- _Exercise details_
From the line containing "I am building" through the last line of the records, print every line exactly and nothing more.

Stored data entries:
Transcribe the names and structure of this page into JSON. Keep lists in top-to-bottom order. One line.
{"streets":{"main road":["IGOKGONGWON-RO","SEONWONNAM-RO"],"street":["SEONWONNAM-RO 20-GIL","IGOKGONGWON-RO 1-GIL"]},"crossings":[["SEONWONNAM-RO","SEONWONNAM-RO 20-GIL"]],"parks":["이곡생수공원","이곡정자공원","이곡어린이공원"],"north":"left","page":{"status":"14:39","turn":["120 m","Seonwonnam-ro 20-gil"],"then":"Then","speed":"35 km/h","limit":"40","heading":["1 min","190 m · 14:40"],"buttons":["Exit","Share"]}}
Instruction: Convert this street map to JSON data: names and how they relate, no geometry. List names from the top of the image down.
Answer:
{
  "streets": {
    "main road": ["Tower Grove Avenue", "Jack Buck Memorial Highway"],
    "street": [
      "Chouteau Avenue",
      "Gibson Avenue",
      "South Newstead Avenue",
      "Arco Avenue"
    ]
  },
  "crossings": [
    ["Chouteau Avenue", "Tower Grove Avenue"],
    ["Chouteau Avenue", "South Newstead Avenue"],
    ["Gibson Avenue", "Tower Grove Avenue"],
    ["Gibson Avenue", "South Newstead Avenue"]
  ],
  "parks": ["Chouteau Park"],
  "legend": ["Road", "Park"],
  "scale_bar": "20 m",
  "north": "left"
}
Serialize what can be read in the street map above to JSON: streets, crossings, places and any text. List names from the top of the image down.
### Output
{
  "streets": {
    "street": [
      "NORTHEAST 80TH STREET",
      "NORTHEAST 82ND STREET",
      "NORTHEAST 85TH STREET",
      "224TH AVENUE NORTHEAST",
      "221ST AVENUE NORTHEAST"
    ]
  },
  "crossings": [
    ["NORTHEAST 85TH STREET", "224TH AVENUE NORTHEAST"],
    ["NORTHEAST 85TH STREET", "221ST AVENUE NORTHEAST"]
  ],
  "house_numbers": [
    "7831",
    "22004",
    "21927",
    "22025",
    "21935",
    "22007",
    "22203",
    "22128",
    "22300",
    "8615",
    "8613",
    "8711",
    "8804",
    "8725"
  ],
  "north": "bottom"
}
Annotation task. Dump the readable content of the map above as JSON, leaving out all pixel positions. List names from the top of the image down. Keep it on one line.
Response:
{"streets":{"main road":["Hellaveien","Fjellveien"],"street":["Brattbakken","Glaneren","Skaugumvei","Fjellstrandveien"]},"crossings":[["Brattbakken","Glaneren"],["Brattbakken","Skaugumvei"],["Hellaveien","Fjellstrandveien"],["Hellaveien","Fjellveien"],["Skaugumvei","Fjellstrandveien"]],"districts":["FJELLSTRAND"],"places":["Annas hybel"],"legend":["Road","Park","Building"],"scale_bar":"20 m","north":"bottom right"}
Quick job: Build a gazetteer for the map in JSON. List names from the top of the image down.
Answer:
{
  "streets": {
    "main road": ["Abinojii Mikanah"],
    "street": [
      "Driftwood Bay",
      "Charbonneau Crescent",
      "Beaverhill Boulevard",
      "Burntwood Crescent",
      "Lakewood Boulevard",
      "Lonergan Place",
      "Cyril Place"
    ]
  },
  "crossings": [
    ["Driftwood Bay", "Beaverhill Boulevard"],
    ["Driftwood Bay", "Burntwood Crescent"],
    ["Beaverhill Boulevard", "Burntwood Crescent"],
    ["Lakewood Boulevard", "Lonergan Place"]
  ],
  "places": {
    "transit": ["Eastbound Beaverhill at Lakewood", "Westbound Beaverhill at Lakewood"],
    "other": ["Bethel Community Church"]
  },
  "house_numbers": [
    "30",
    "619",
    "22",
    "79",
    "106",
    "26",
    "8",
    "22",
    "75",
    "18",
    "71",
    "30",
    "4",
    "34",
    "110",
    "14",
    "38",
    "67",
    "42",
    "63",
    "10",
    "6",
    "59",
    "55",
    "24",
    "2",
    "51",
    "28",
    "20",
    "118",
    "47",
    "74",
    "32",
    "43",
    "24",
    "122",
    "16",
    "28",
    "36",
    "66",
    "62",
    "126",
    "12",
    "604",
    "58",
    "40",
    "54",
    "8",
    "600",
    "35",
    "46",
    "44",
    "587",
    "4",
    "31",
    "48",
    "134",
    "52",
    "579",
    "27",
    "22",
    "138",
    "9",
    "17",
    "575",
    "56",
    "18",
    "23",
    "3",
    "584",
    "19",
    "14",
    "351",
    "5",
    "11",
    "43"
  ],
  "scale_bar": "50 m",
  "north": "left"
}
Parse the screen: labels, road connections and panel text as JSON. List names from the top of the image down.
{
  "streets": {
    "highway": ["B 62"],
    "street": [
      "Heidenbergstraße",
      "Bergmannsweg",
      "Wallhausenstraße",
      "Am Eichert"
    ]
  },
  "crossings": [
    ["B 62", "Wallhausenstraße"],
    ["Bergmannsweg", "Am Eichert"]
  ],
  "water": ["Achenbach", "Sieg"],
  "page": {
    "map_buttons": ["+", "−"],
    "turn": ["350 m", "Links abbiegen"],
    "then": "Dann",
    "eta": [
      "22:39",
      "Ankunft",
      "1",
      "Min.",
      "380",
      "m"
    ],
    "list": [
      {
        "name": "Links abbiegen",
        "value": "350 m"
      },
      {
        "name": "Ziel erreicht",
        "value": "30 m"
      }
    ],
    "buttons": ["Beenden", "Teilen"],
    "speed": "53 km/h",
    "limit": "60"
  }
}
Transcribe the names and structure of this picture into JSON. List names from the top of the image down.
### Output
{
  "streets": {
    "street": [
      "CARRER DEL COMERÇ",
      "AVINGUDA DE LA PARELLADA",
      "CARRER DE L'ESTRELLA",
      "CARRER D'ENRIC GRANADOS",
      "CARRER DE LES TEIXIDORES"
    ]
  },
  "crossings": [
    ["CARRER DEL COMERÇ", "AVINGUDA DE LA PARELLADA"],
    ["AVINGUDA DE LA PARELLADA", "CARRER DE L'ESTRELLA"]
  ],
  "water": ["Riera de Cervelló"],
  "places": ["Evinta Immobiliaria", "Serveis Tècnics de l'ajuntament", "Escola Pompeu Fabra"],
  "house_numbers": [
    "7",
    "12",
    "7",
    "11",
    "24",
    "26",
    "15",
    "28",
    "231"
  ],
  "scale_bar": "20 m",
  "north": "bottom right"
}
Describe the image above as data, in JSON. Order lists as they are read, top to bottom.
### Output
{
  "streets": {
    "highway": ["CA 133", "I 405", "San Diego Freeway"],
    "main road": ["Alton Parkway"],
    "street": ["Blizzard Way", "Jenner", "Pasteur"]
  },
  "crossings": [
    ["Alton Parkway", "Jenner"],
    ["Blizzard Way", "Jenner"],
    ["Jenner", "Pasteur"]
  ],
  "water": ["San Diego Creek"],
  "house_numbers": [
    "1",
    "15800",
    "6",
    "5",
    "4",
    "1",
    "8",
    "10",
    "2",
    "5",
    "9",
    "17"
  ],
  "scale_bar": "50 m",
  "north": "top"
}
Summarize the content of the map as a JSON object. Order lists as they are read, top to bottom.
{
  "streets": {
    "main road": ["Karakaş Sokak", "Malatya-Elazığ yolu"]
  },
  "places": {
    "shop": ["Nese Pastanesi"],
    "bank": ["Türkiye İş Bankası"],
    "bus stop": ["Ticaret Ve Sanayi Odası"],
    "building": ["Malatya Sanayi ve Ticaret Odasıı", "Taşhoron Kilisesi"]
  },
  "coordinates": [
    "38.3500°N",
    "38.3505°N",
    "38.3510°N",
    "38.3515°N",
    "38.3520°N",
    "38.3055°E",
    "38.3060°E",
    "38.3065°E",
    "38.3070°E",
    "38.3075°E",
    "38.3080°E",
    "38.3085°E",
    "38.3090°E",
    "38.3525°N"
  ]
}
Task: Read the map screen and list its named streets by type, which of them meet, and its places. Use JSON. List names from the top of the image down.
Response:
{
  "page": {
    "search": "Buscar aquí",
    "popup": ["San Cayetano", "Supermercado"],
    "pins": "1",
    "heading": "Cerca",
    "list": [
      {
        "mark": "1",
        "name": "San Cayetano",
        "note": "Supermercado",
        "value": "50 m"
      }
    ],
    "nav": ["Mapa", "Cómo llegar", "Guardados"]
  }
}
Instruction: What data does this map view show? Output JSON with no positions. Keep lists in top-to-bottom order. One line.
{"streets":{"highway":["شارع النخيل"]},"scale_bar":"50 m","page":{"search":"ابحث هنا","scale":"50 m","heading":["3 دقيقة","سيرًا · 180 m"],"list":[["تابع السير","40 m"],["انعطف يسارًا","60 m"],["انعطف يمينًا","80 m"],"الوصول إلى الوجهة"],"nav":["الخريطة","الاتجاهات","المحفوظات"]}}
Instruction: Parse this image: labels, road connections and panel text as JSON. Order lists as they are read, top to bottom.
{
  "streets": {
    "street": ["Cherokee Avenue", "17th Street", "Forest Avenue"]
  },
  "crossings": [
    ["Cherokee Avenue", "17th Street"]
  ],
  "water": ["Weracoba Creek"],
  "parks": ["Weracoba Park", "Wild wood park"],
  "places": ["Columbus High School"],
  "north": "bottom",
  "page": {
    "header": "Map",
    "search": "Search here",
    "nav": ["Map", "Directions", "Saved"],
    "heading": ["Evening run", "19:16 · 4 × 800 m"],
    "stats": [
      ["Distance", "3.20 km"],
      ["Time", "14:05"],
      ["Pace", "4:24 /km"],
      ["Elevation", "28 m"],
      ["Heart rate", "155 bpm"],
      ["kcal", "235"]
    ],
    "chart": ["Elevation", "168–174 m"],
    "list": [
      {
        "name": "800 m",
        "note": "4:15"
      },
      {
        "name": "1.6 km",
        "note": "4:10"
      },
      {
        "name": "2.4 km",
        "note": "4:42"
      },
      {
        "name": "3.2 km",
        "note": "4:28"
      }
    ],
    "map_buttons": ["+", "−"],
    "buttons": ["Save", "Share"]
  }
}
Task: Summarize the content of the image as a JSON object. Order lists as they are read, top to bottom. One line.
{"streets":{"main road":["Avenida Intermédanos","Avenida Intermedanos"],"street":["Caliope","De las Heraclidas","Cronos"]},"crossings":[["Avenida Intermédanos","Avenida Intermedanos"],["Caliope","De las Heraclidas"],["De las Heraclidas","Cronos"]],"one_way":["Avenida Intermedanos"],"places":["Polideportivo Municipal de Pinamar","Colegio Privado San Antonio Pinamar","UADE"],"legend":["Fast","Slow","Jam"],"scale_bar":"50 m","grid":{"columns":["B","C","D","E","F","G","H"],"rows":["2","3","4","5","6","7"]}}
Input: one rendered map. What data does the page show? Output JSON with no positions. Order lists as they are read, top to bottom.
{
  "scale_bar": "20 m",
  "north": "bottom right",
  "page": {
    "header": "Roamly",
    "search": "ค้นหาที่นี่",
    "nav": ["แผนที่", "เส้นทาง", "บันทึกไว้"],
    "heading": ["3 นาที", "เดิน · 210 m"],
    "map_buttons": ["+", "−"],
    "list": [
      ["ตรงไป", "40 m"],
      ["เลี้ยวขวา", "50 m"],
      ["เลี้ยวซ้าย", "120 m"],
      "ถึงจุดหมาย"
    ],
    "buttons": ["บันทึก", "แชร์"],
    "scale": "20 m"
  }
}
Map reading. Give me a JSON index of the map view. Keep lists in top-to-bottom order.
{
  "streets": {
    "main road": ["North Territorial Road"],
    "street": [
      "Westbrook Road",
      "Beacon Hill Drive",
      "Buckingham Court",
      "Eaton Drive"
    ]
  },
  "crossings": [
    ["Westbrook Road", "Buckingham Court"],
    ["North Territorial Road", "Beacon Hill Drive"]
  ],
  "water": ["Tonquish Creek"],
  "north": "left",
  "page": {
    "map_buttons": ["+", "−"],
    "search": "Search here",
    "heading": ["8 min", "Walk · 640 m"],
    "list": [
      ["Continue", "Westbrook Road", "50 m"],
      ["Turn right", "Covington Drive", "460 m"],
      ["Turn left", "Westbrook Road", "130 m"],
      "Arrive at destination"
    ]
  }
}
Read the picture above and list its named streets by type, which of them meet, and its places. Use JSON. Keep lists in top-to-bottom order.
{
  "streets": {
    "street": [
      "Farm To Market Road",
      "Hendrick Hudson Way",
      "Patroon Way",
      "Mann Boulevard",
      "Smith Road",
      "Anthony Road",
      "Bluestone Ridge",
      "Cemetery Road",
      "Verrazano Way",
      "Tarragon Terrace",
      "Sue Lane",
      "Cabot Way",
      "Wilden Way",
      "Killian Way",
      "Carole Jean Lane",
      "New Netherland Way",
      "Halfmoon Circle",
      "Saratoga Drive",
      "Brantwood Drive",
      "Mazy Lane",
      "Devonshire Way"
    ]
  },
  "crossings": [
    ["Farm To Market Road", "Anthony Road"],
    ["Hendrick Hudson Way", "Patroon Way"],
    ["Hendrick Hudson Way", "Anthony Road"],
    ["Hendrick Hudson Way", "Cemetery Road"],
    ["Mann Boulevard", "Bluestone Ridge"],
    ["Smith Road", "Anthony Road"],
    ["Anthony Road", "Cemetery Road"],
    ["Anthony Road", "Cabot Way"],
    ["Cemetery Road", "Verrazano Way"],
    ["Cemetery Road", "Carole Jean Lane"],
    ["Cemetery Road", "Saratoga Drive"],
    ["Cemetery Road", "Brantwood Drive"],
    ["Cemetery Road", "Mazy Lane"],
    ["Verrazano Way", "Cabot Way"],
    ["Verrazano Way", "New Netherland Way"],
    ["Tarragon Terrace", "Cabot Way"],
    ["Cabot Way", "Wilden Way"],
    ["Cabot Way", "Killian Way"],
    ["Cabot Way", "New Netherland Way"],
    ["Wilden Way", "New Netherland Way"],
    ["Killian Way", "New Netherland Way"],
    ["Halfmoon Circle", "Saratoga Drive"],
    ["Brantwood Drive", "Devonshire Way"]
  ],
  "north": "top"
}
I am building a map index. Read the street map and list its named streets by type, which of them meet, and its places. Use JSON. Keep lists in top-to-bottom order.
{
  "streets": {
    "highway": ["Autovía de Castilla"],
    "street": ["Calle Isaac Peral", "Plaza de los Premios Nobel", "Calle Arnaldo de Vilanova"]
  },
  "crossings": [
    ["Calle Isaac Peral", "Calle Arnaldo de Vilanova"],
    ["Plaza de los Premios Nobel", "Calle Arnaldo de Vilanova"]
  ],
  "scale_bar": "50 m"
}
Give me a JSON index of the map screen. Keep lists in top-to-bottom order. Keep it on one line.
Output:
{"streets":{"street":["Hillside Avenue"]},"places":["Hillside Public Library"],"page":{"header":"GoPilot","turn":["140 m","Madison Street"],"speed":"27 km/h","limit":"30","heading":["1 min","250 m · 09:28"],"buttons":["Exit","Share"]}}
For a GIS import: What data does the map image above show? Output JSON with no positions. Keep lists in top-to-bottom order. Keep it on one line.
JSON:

- _Task result_
I am building a map index. Read the street map and list its named streets by type, which of them meet, and its places. Use JSON. Keep lists in top-to-bottom order.
{
  "streets": {
    "highway": ["Autovía de Castilla"],
    "street": ["Calle Isaac Peral", "Plaza de los Premios Nobel", "Calle Arnaldo de Vilanova"]
  },
  "crossings": [
    ["Calle Isaac Peral", "Calle Arnaldo de Vilanova"],
    ["Plaza de los Premios Nobel", "Calle Arnaldo de Vilanova"]
  ],
  "scale_bar": "50 m"
}
Give me a JSON index of the map screen. Keep lists in top-to-bottom order. Keep it on one line.
Output:
{"streets":{"street":["Hillside Avenue"]},"places":["Hillside Public Library"],"page":{"header":"GoPilot","turn":["140 m","Madison Street"],"speed":"27 km/h","limit":"30","heading":["1 min","250 m · 09:28"],"buttons":["Exit","Share"]}}
For a GIS import: What data does the map image above show? Output JSON with no positions. Keep lists in top-to-bottom order. Keep it on one line.
JSON:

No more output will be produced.